Work instruction:
Using the listing below, copy every line that mentions "Math".

Records provided:
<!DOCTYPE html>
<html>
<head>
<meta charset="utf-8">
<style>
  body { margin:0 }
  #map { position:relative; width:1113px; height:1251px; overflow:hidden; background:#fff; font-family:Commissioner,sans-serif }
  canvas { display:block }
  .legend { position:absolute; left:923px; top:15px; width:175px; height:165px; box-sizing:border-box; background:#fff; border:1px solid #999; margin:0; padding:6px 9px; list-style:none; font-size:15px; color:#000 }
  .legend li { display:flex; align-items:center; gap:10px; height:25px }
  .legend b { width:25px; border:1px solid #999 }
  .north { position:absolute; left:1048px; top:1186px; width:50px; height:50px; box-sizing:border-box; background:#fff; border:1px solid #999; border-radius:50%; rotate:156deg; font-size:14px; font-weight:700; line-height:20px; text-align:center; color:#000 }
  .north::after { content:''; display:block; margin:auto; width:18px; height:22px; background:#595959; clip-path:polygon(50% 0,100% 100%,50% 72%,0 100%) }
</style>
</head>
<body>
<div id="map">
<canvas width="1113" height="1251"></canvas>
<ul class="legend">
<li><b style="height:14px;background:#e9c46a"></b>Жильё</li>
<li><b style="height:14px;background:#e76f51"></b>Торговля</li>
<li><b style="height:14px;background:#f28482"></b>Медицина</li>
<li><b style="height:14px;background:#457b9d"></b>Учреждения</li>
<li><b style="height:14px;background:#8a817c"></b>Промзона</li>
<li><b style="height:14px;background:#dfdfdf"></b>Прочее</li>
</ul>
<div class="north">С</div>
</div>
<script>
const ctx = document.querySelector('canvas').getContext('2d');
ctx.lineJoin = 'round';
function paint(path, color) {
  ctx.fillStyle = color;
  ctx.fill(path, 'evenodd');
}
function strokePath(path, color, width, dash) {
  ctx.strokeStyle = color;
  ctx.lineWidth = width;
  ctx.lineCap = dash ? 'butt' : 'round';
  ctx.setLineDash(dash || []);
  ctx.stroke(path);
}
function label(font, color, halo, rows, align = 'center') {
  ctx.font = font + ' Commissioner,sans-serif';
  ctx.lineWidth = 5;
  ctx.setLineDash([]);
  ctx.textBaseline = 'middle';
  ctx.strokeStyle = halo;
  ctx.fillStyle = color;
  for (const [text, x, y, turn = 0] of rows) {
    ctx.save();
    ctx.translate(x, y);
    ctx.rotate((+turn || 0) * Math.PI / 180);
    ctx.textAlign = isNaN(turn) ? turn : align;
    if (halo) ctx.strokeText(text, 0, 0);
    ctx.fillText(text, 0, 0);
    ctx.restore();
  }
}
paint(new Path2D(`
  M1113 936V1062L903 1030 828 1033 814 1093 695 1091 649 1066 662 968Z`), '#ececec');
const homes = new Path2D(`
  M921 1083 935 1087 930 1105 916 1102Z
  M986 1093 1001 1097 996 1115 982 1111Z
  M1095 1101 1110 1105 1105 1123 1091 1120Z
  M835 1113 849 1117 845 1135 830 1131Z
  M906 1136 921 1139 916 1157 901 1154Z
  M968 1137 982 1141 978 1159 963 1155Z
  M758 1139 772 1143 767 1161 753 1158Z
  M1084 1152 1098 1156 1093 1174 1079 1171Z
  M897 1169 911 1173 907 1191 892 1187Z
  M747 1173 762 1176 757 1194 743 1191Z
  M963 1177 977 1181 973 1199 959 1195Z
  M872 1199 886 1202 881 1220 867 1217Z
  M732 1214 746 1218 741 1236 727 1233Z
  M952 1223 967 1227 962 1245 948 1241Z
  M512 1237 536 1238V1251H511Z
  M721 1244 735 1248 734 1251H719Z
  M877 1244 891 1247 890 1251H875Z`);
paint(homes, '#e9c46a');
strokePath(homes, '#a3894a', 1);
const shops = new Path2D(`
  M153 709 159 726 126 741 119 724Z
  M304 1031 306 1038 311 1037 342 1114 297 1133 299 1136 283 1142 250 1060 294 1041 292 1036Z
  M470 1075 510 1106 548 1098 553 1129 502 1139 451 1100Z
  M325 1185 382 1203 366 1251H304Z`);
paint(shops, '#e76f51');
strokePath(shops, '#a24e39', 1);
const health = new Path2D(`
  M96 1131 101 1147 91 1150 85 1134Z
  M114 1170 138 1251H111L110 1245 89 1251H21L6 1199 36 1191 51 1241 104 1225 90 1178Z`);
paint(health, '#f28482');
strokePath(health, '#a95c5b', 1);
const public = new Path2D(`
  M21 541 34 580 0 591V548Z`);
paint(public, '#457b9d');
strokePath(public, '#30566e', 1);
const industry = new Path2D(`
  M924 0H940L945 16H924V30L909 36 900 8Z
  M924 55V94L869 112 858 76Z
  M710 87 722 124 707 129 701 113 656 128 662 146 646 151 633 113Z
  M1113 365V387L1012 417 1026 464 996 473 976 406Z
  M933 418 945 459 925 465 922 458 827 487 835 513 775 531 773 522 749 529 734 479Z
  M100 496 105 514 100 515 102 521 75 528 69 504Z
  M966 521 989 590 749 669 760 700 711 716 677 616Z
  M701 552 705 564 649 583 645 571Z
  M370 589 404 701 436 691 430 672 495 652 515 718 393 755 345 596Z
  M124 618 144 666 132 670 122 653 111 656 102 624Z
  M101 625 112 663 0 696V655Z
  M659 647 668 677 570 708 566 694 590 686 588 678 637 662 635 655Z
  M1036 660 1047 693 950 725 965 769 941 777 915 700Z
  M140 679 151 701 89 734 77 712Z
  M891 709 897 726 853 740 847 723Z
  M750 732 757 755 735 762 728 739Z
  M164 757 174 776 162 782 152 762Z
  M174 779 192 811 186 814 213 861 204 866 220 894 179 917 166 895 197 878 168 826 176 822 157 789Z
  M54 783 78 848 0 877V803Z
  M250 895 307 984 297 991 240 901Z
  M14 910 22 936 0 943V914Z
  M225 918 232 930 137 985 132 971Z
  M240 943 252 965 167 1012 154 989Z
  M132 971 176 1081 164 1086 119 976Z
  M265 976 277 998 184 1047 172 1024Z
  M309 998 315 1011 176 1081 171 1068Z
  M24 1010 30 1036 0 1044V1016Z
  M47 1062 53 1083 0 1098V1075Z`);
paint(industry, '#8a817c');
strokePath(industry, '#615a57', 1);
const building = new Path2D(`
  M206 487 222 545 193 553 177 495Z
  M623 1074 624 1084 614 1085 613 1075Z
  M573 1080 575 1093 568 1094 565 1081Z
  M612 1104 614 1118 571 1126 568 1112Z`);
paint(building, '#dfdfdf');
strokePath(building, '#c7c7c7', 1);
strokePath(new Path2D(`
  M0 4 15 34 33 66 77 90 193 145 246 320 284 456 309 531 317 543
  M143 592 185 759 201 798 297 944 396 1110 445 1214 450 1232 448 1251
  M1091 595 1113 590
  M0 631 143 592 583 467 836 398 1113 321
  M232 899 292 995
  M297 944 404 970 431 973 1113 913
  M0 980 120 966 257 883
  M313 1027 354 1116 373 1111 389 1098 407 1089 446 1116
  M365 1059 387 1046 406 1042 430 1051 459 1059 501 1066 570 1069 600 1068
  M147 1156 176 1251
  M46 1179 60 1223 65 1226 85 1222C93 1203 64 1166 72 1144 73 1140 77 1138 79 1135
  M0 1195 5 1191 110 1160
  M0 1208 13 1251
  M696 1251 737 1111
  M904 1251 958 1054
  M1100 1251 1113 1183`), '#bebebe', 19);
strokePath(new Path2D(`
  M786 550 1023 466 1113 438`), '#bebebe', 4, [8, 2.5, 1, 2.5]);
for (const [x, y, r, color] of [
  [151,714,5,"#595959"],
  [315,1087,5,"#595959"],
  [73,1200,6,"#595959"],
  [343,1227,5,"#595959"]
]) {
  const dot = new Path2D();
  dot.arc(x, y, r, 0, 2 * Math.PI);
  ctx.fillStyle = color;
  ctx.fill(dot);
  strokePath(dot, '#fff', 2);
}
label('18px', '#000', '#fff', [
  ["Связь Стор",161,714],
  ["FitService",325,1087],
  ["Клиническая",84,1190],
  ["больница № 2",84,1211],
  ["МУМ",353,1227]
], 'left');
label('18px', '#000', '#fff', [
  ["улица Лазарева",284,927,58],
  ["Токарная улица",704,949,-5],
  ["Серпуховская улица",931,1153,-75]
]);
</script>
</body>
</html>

Result of the task:
    ctx.rotate((+turn || 0) * Math.PI / 180);
  dot.arc(x, y, r, 0, 2 * Math.PI);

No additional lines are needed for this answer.